“Saya telah meneliti kehidupan dan karya Wallace selama lebih dari 20 tahun. Meskipun cerita yang umum adalah bahwa Wallace menemukan seleksi alam di Ternate, saya membaca beberapa penelitian yang dilakukan oleh seorang sarjana di awal tahun 1970-an, yang menunjukkan bahwa ia sebenarnya berada di Dodinga ketika ia menemukan ide tersebut,” tutur George dalam pidatonya.
Pada Januari 2018, ia mengatur untuk mengunjungi Dodinga pertama kalinya selama pelayaran SeaTrek yang ia ikuti saat memberi kuliah.
“Saya hanya mendengar dua orang barat lain yang tertarik pada Wallace yang pernah ke desa tersebut, dan saya ingin melihatnya sendiri dan membandingkan deskripsi yang diberikan Wallace tentang desa tersebut dalam bukunya The Malay Archipelago, dengan tempat yang sebenarnya. Saya sangat ingin mencoba mencari tahu di mana di desa tersebut ia tinggal, dan dari deskripsinya saya mengetahui bahwa rumahnya mungkin berada di daerah tempat kami berada sekarang,” paparnya.
Ketika kembali ke Inggris, George memastikan bahwa semua bukti memang menunjukkan bahwa Wallace berada di Dodinga pada bulan Februari 1858, ketika ia memiliki ide penting.
“Saya kemudian mengusulkan kepada SeaTrek agar kami mengunjungi Dodinga dalam pelayaran yang saya ikuti, dan agar kami bekerja sama dengan masyarakat setempat untuk membuat monumen bagi tamu SeaTrek dan orang lain untuk dilihat,” kisahnya.
“Untungnya, mereka sangat mendukung saran saya, jadi sejak saat itu saya telah datang ke sini bersama tamu SeaTrek empat kali setahun -kecuali selama Covid, tentu saja. Covid menunda rencana kami untuk membuat monumen, tetapi kami melanjutkan pekerjaan pada akhir tahun 2022. Jeni dari SeaTrek, yang hadir di sini hari ini, mendesain sebuah plakat dan alasnya. Kami kemudian menunjukkan rencana tersebut kepada Rinto, kepala desa, dan dia sangat antusias dan ingin membantu,” ungkap George.
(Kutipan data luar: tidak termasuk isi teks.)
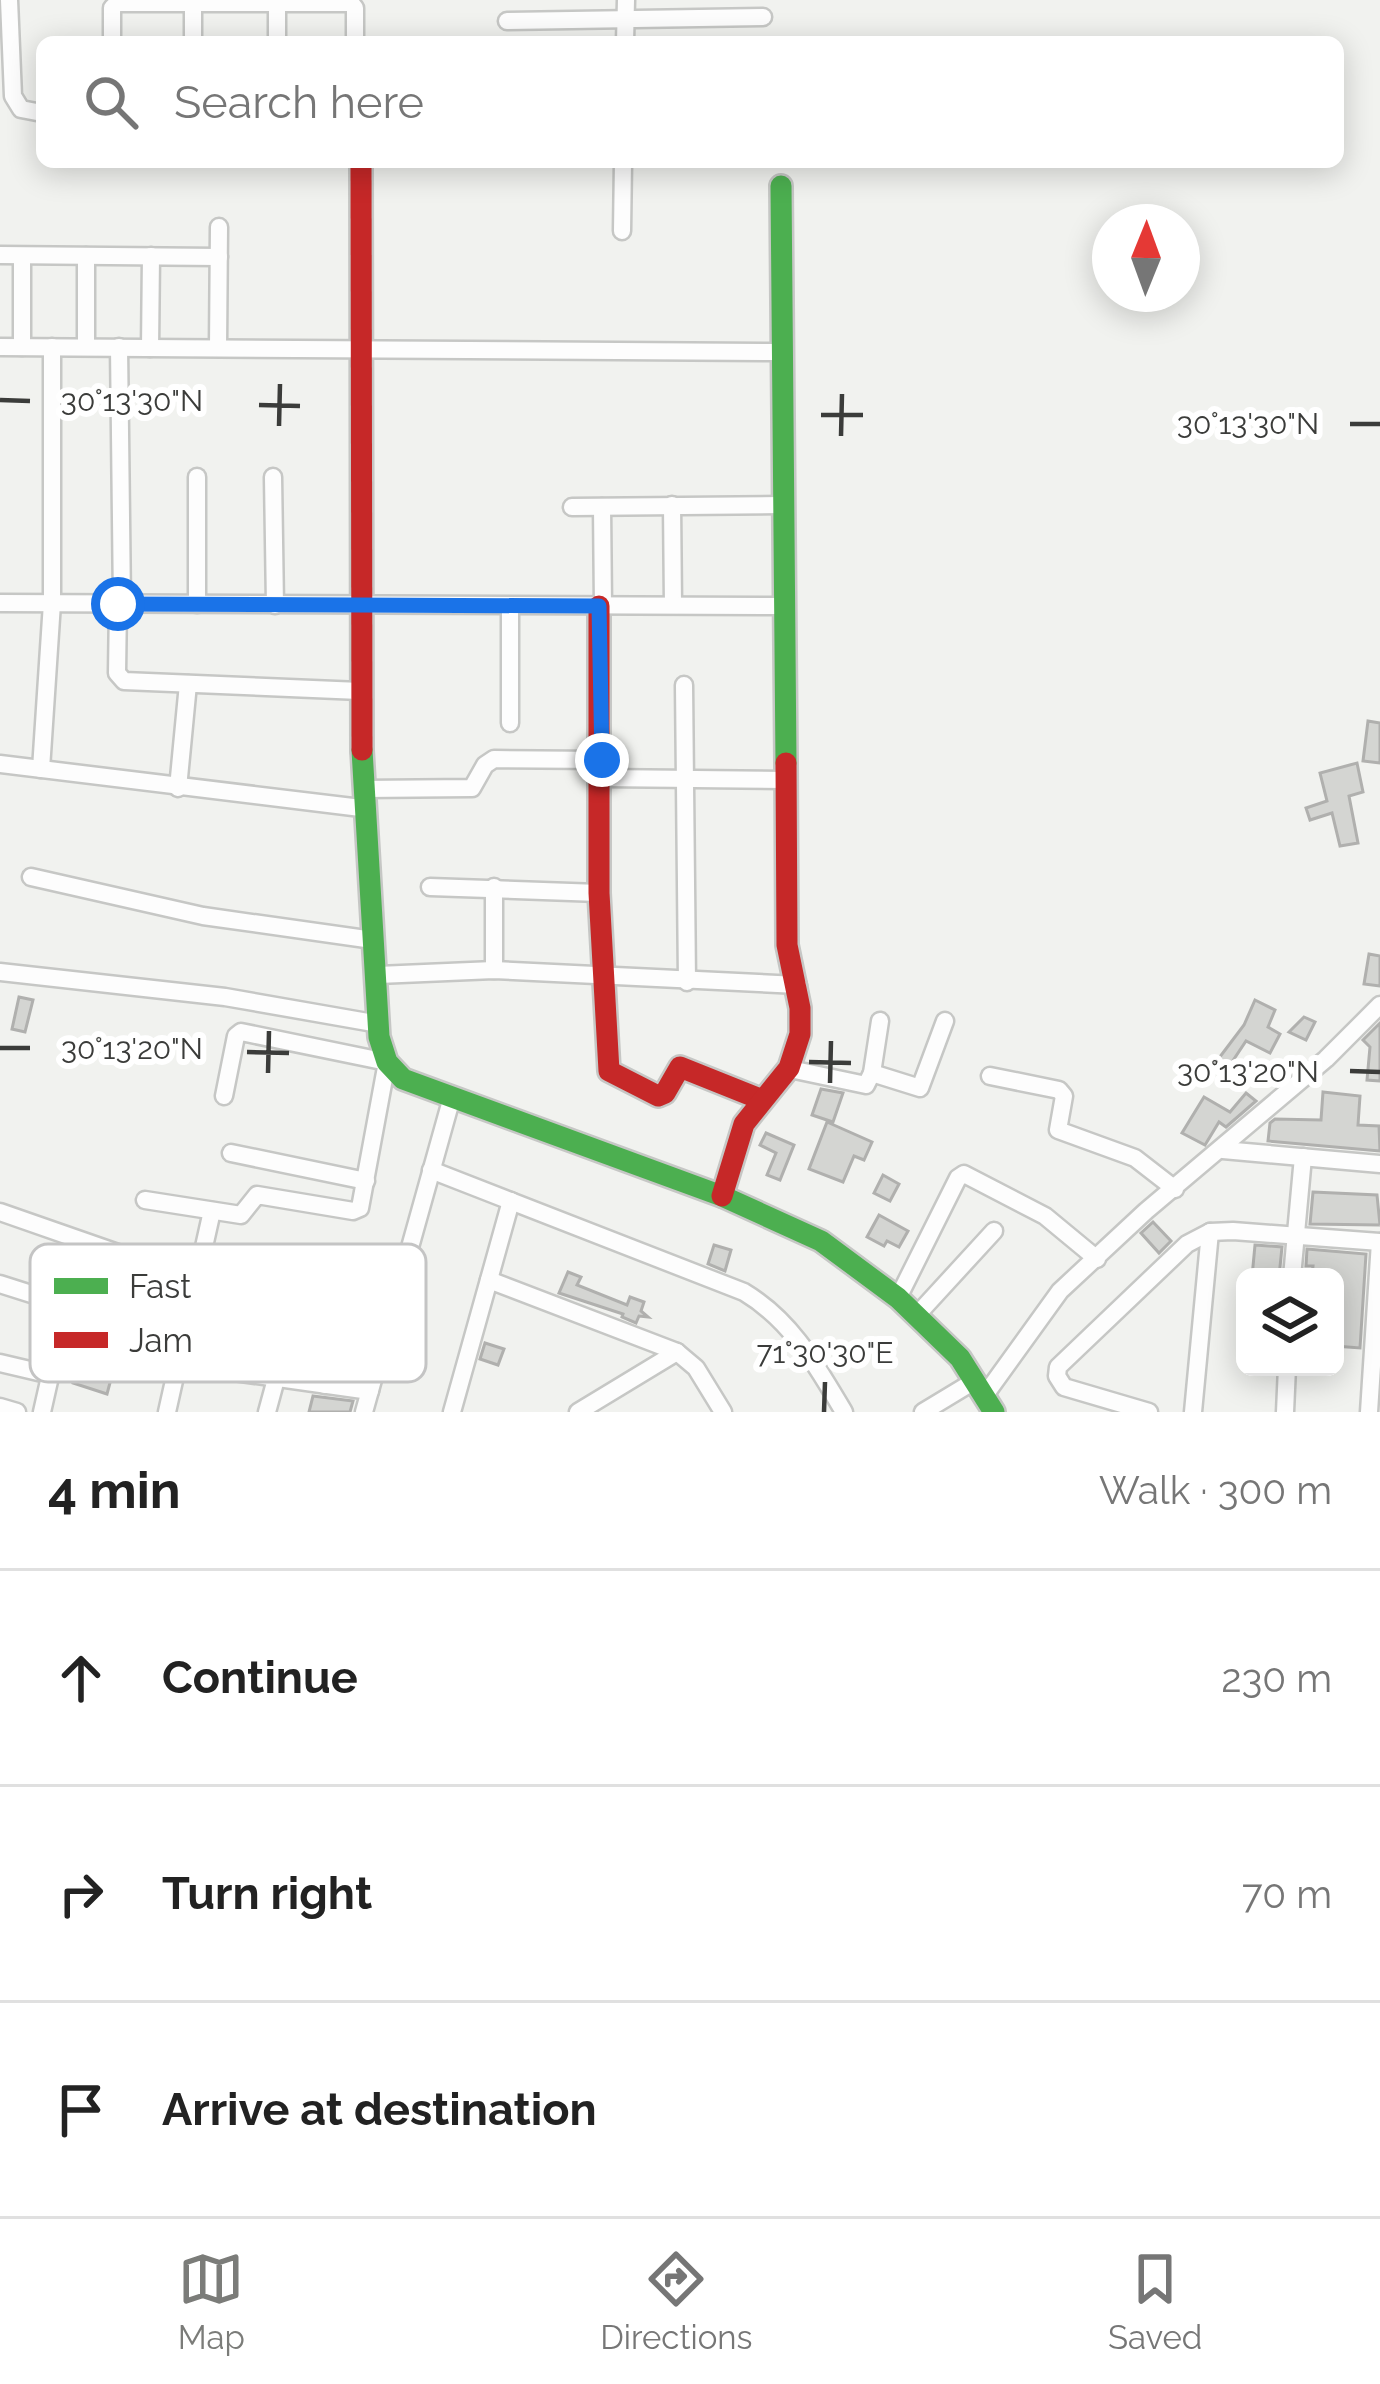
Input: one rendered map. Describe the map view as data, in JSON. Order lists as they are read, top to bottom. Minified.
{"legend":["Fast","Jam"],"north":"top","page":{"search":"Search here","heading":["4 min","Walk · 300 m"],"list":[["Continue","230 m"],["Turn right","70 m"],"Arrive at destination"],"nav":["Map","Directions","Saved"]},"coordinates":["30°13'30\"N","30°13'20\"N","71°30'30\"E"]}
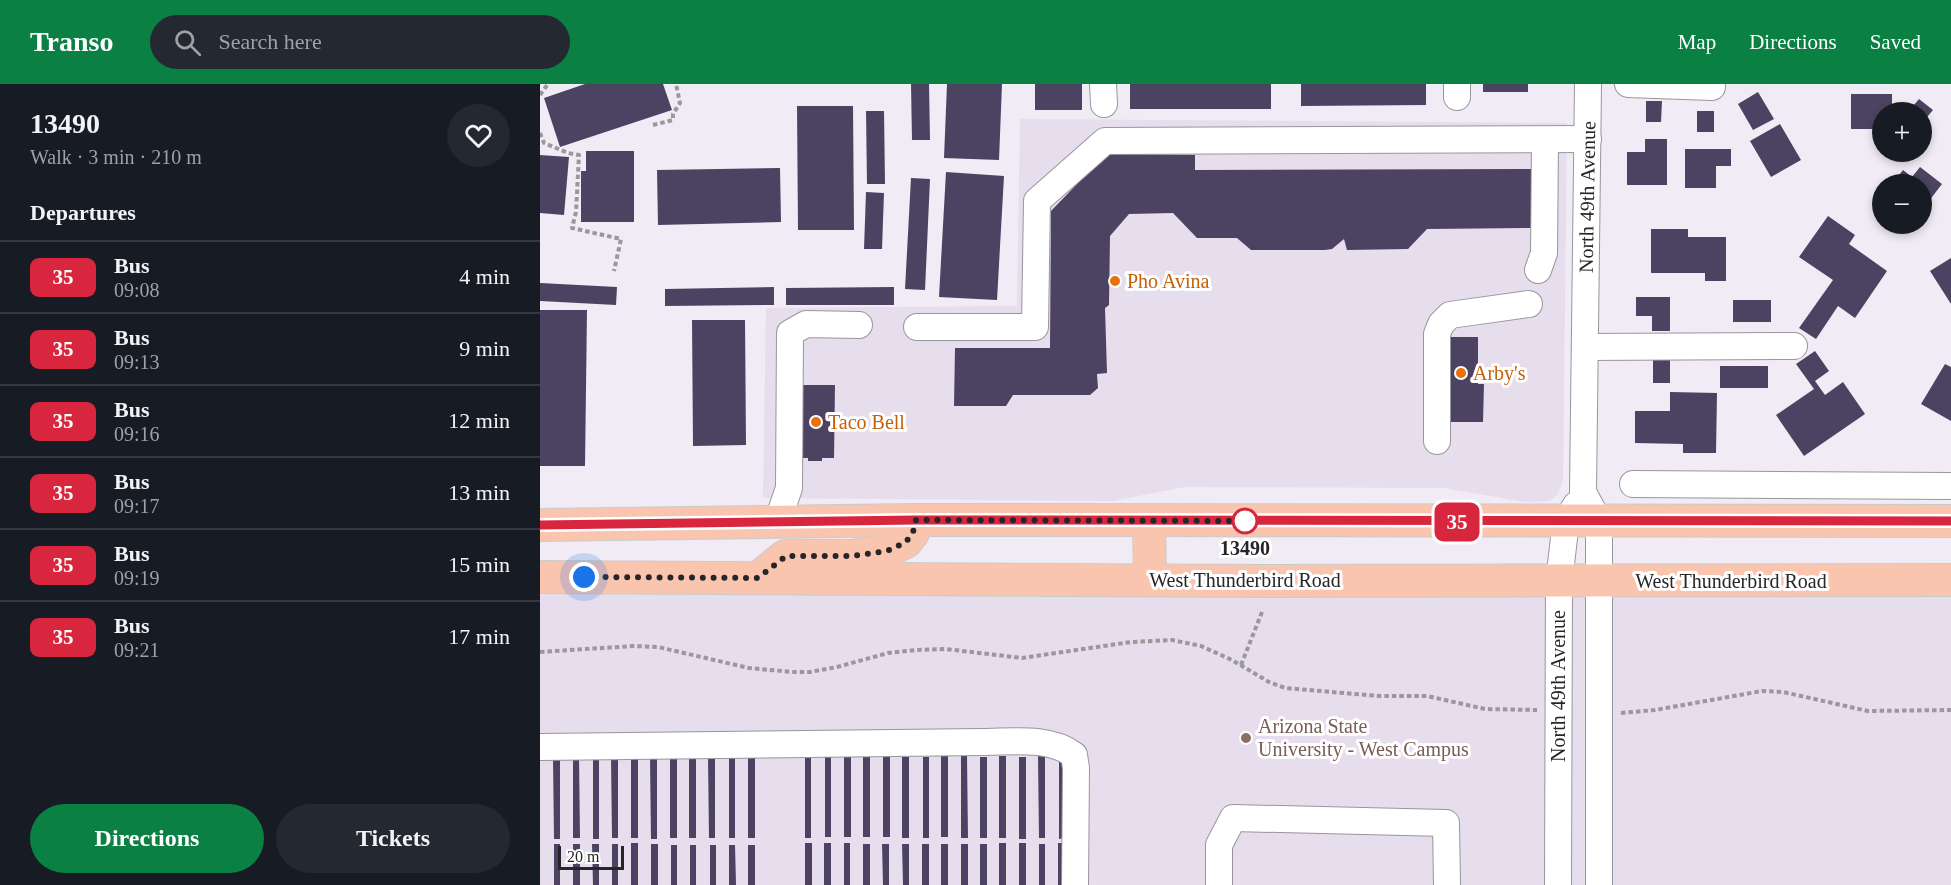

Pada Februari 2024, Azis, pemandu wisata George, yang mengetahui tentang rencana tersebut, memberi tahu Kepala Bidang Destinasi Dinas Pariwisata Malut Kris Syamsudin tentang rencana itu.
“Kris segera mengatur untuk bertemu dengan saya dan mengatakan bahwa dia dan timnya akan senang mengerjakan proyek tersebut bersama kami. Kami sangat gembira, terutama karena kami dapat melihat bahwa akan sulit untuk menemukan tempat bagi monumen dan mengatur fondasi untuk membangunnya, dsb. Singkat cerita, Kris dan timnya mengambil alih sebagian besar pekerjaan dan kami sangat berterima kasih kepadanya dan rekan-rekannya, dan juga kepada Gubernur karena telah menyediakan dana. SeaTrek membuat plakat, dan saya menulis teks untuk papan informasi yang dirancang dengan sangat baik oleh Simon Purser. Simon juga banyak membantu dalam pengaturan acara. Saya dan Wallace Fund ingin mengucapkan terima kasih yang sebesar-besarnya kepada semua orang ini, dan banyak orang lain yang belum sempat saya sebutkan -khususnya orang-orang hebat di Dodinga,” tandas George.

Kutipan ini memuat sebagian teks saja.